Phase sensitive techniques applied to a micromachined vacuum sensor

摘要

Phase sensitive AC measurement techniques are particularly applicable to micromachined sensors detecting temperature changes at a sensor caused by a microheater. The small mass produces rapid thermal response to AC signals which are easily detectable with lock-in amplifiers. Phase sensitive measurements were applied to a CMOS compatible micromachined pressure sensor consisting a polysilicon sense line, 760 microns long, on an oxide microbridge separated by 6 microns on each horizontal side from similar polysilicon heaters, all over a micromachined cavity. Sinusoidal heater signals at 32 Hz induced temperature caused sense line resistance changes at 64 Hz. The lock-in detected this as a first harmonic sense resistor voltage from a DC constant sense current.

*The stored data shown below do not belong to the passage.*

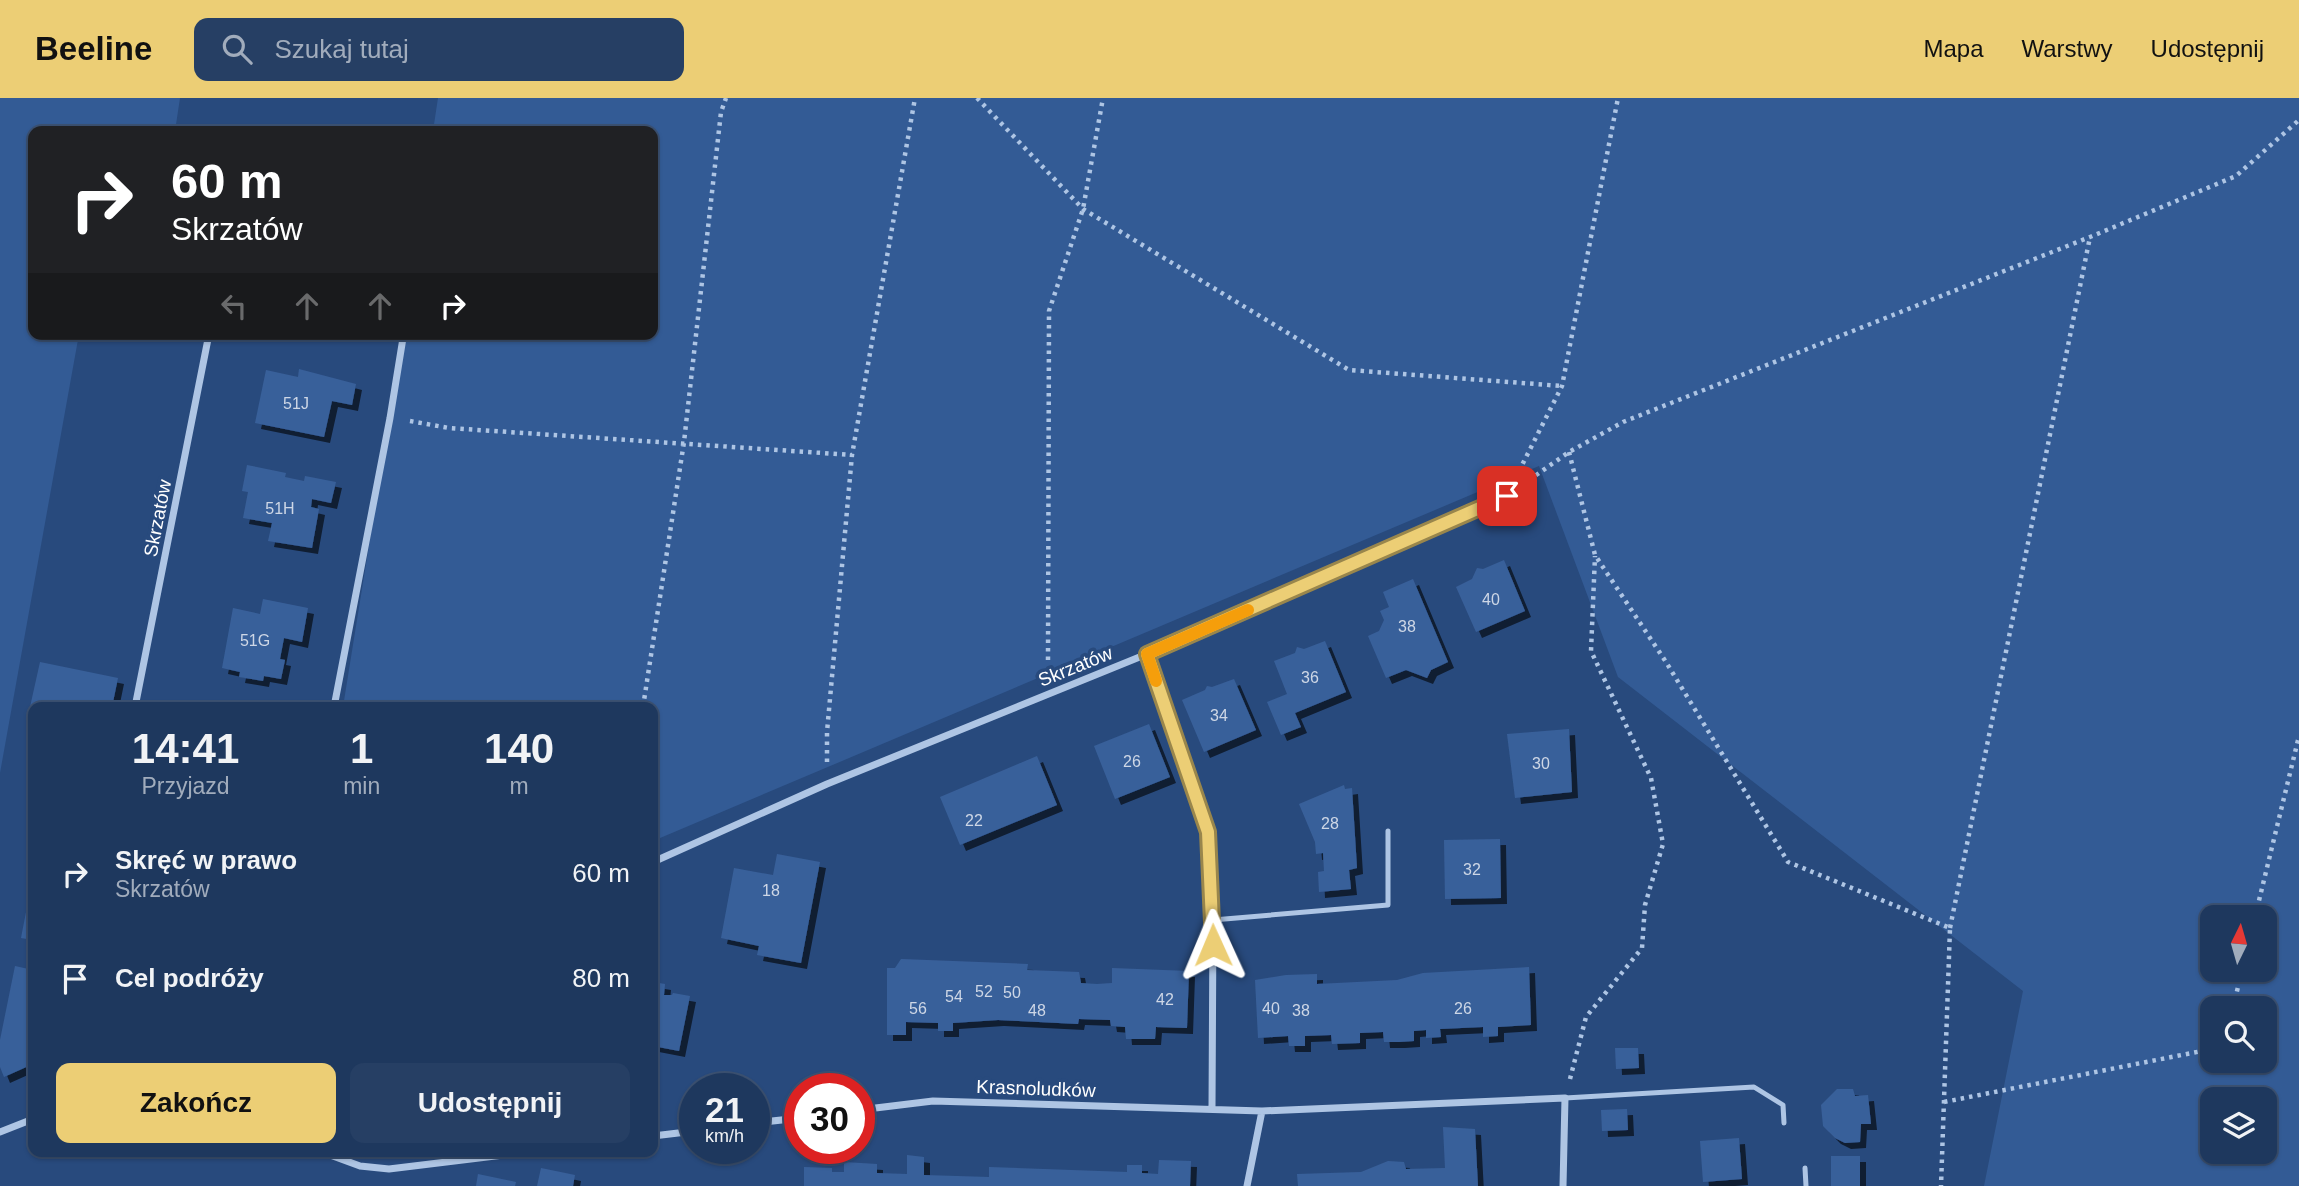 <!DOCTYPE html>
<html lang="pl">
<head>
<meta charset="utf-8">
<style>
	:root { --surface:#1e385e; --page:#263f64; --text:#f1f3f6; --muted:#a1acbc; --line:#3c5273; --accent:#ecce75 }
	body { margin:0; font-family:Helvetica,sans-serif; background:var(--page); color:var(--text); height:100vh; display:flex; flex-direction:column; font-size:26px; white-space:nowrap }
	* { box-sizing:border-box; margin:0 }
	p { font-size:23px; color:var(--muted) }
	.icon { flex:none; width:38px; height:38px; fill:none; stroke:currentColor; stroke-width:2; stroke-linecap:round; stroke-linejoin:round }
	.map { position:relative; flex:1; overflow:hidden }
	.details { position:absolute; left:28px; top:604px; width:630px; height:455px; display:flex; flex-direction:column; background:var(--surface); border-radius:14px; box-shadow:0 2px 5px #0004,0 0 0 2px var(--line) }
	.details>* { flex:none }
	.top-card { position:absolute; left:28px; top:28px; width:630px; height:214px; border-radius:14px; box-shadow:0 2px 5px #0004,0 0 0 2px var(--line); background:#202124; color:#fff; overflow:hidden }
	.needle { width:46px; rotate:5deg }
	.fabs { position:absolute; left:2200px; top:807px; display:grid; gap:14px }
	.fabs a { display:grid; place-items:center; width:77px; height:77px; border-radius:14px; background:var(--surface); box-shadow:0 2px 5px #0004,0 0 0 2px var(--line); font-size:35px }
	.speed { position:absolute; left:679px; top:975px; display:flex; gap:14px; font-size:35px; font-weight:700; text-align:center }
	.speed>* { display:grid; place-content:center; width:91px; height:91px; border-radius:50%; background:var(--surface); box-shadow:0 2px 5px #0004,0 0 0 2px var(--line); line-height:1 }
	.speed small { font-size:18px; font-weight:400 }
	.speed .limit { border:10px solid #d22; background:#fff; color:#111 }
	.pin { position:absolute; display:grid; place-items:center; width:60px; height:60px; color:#fff; margin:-30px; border-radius:14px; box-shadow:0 4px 10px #0006 }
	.me { position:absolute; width:77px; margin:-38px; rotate:359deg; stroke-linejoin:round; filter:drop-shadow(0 0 5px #0008) }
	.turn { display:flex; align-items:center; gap:24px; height:147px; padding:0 28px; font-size:32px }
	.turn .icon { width:91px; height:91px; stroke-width:2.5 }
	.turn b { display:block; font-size:49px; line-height:60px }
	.lanes { display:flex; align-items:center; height:66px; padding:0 28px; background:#0003; justify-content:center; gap:35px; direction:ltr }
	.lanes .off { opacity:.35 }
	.eta { display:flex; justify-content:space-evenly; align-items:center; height:119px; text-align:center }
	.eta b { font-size:42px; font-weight:800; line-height:49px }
	.action { display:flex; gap:14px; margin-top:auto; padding:14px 28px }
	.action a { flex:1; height:80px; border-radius:14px; background:var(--accent); color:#111; font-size:28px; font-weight:800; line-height:80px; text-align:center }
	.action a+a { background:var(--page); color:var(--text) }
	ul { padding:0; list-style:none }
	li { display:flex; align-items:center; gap:21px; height:105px; padding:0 28px }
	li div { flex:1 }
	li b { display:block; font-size:26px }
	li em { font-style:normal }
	header { display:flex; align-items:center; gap:42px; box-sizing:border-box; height:98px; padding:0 35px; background:var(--accent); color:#111 }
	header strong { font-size:33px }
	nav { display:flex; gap:38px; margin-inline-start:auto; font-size:24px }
	.search { width:490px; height:63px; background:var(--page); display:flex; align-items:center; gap:18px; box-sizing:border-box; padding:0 24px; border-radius:14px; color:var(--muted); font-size:26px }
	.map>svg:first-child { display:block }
</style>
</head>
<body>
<header>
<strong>Beeline</strong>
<div class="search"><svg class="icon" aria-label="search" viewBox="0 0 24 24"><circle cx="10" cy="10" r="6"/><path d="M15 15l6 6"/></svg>Szukaj tutaj</div>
<nav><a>Mapa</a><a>Warstwy</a><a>Udostępnij</a></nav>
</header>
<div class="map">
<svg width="2299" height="1088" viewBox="0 0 2299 1088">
	<defs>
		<filter id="shadow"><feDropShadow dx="6" dy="6" stdDeviation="0" flood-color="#0009"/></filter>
	</defs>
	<rect width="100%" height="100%" fill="#284a7d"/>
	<path fill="#335b95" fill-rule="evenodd" d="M0 0H180L175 33H33V236H79L0 675Z
		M438 0H2299V1088H1984L2023 893 1618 579 1539 368 653 743V609H343L403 236H653V33H433ZM2212 819H2264V872H2212ZM2212 910H2264V962H2212ZM2212 1001H2264V1054H2212Z"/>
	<path fill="#39609a" filter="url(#shadow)" d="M299 271 356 286 352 307 332 303 324 339 255 325 266 272 298 279Z
		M247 367 286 375 285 379 304 383 305 378 336 384 331 405 312 401 311 409 319 411 312 450 268 443 272 425 243 420 248 394 242 393Z
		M1504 462 1525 513 1476 534 1456 489 1472 481 1477 470 1483 471Z
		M1413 481 1448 564 1431 572 1427 580 1406 572 1386 580 1368 538 1379 533 1384 522 1380 513 1389 509 1383 494Z
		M263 501 308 510 302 544 284 540 280 561 285 562 281 581 264 578 263 583 239 579 240 574 222 570 233 510 260 516Z
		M1325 543 1346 594 1295 615 1301 629 1281 637 1267 604 1287 596 1274 563 1295 555 1297 549 1304 551Z
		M40 564 118 580 112 609H30Z
		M1234 581 1256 632 1204 654 1182 602 1205 592 1207 588 1212 589Z
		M1149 626 1170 679 1115 701 1094 648Z
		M1569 631 1572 694 1515 700 1507 636Z
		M1037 658 1057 707 960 747 940 699Z
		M1344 687 1345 691 1352 690 1357 770 1349 772 1351 791 1319 794 1318 774 1324 773 1323 755 1316 756 1315 744 1299 706Z
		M1500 741 1501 800 1445 801 1444 742Z
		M777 756 820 764 801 865 757 857 759 848 721 840 734 770 773 777Z
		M32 783H33V842L21 840Z
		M901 861 1028 866 1027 872 1079 874 1081 885 1097 886 1112 885V870L1189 873 1187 930 1156 929 1155 941H1126L1125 929 1111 928 1110 922 1079 921 1078 926 998 922 953 925V933H938V925L906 924V937H887V870H895Z
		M15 868 33 872V966L4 979 0 969V942Z
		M1529 869 1531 927 1498 929V938L1483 939V929L1440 931 1441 939 1426 940V932L1414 933V943L1399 944H1384L1383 934 1360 935V945L1332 946 1331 937 1305 938V948H1289L1288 938 1258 940 1255 882 1286 877 1317 876V886L1397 882 1423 875Z
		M653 884 665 886 664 897H672L673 895 690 898 679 953 653 948Z
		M1615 950H1638L1639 970 1616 971Z
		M1837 991H1853L1855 998 1868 997 1871 1026H1861L1860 1044 1845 1045 1835 1040 1823 1028 1821 1007Z
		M1627 1011 1628 1032 1602 1033 1601 1012Z
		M1443 1029 1475 1031 1478 1088H1298L1297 1076 1361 1074 1388 1063 1404 1064 1406 1071 1445 1070Z
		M1739 1040 1742 1081 1703 1084 1700 1043Z
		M907 1057 924 1059V1077L989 1079V1069L1127 1074V1067H1142V1075L1158 1076 1159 1062 1191 1063 1190 1088H804V1069L832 1070V1074H844V1064L877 1066V1075L907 1076Z
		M1831 1058H1860V1088H1831Z
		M541 1070 575 1077 573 1088H537Z
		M478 1076 516 1084 515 1088H476Z"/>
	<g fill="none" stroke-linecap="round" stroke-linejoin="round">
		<path stroke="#aec5e4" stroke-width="4.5" stroke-dasharray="3.5 5" stroke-linecap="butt" d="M977 0 1083 111 1349 272 1562 288
			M410 323 449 330 852 357
			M1569 354 1595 457 1666 564 1788 764 1950 830 1941 1088
			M1515 381 1562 288 1618 0
			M1522 387 1569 354 1623 324 2090 139 2236 78 2299 22
			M1048 562 1049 213 1083 111 1103 0
			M643 609 684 344 721 14 726 0
			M827 664V634L852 357 915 0
			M2255 819 2299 638
			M1950 830 2090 139
			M2233 910 2242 872
			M1570 981 1586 919 1642 850 1645 807 1663 746 1651 680 1591 553 1595 458
			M1944 1004 2212 951"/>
		<path stroke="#aec5e4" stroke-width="5" d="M1213 822 1388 807V733
			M1565 1000 1754 989 1783 1007 1784 1025
			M1805 1070 1806 1088"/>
		<path stroke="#aec5e4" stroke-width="7" d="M1147 556 1208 734 1213 822 1212 1011
			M135 609 209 236
			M334 609 390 320 403 240
			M653 764 827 686 1147 556 1507 398
			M859 1012 933 1003 1262 1013 1565 1000 1563 1088
			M754 1025 800 1020
			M0 1034 33 1021
			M653 1038 695 1033
			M322 1054 360 1068 389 1071 528 1054
			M1247 1088 1262 1013"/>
	</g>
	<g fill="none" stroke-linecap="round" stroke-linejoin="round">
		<defs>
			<path id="route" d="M1213 847 1208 734 1147 556 1507 398"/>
		</defs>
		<use href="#route" stroke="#99864c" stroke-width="18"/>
		<use href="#route" stroke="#ecce75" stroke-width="12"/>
		<path stroke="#f59e0b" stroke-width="12" d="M1156 583 1147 556 1248 512"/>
	</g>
	<g text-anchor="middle" stroke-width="7" stroke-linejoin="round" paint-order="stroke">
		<g font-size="16" fill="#ced7e6">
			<text x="296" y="311">51J</text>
			<text x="280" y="416">51H</text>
			<text x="1491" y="507">40</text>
			<text x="1407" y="534">38</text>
			<text x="255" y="548">51G</text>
			<text x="1310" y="585">36</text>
			<text x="1219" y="623">34</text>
			<text x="1132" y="669">26</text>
			<text x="1541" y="671">30</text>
			<text x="974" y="728">22</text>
			<text x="1330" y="731">28</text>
			<text x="1472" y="777">32</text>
			<text x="771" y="798">18</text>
			<text x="984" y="899">52</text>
			<text x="1012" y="900">50</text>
			<text x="954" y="904">54</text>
			<text x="1165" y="907">42</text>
			<text x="918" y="916">56</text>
			<text x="1271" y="916">40</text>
			<text x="1463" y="916">26</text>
			<text x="1037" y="918">48</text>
			<text x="1301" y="918">38</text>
		</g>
		<g font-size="19" fill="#fff" stroke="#284a7d">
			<text transform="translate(157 420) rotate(-79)" y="7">Skrzatów</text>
			<text transform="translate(1075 568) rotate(-22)" y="7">Skrzatów</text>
			<text transform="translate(1036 990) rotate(2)" y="7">Krasnoludków</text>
		</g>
	</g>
</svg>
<div class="fabs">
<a><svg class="needle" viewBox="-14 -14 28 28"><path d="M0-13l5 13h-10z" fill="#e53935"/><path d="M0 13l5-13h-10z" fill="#a1acbc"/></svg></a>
<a><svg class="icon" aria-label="search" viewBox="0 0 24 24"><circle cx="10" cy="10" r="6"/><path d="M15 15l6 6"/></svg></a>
<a><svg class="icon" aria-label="layers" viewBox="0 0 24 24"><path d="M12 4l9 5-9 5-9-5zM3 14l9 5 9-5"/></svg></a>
</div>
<div class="speed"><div>21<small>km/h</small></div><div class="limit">30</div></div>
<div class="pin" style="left:1507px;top:398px;background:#d93025"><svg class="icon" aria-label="arrive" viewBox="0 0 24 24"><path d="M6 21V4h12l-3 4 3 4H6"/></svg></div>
<svg class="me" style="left:1213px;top:847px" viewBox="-20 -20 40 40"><path d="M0-17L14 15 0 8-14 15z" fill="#ecce75" stroke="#fff" stroke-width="4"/></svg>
<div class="top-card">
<div class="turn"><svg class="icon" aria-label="right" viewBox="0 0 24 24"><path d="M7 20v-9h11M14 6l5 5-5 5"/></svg><div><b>60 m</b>Skrzatów</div></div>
<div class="lanes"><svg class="icon off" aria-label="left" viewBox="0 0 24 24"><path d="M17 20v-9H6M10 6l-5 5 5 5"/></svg><svg class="icon off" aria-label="ahead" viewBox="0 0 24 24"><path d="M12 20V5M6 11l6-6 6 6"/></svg><svg class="icon off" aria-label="ahead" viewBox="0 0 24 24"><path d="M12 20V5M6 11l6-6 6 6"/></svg><svg class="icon" aria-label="right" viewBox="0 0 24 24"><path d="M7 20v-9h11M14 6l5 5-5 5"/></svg></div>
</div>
<section class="details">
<div class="eta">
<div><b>14:41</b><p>Przyjazd</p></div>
<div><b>1</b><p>min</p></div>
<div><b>140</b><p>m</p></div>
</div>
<ul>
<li><svg class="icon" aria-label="right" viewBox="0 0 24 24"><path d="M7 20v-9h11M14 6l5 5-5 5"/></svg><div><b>Skręć w prawo</b><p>Skrzatów</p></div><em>60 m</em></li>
<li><svg class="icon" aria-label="arrive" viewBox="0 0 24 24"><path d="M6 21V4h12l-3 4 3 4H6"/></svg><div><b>Cel podróży</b></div><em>80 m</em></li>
</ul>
<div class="action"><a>Zakończ</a><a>Udostępnij</a></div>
</section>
</div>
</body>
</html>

By observing the first harmonic the lock-in rejects all AC coupling of noise by capacitance or inductance, by measuring only those signals at the 64 Hz frequency and with a fixed phase relationship to the heater driver signals. This sensor produces large signals (1.4 mV) near atmospheric pressure, declining to 7 μV below 0.1 mTorr. Phase measurements between 760 and 100 Torr where the air's thermal conductivity changes little, combined with amplitude changes at low pressure generate a pressure measurement accurate to 5% from 760 Torr to 10 mTorr, sensing of induced temperature changes of 0.001°C.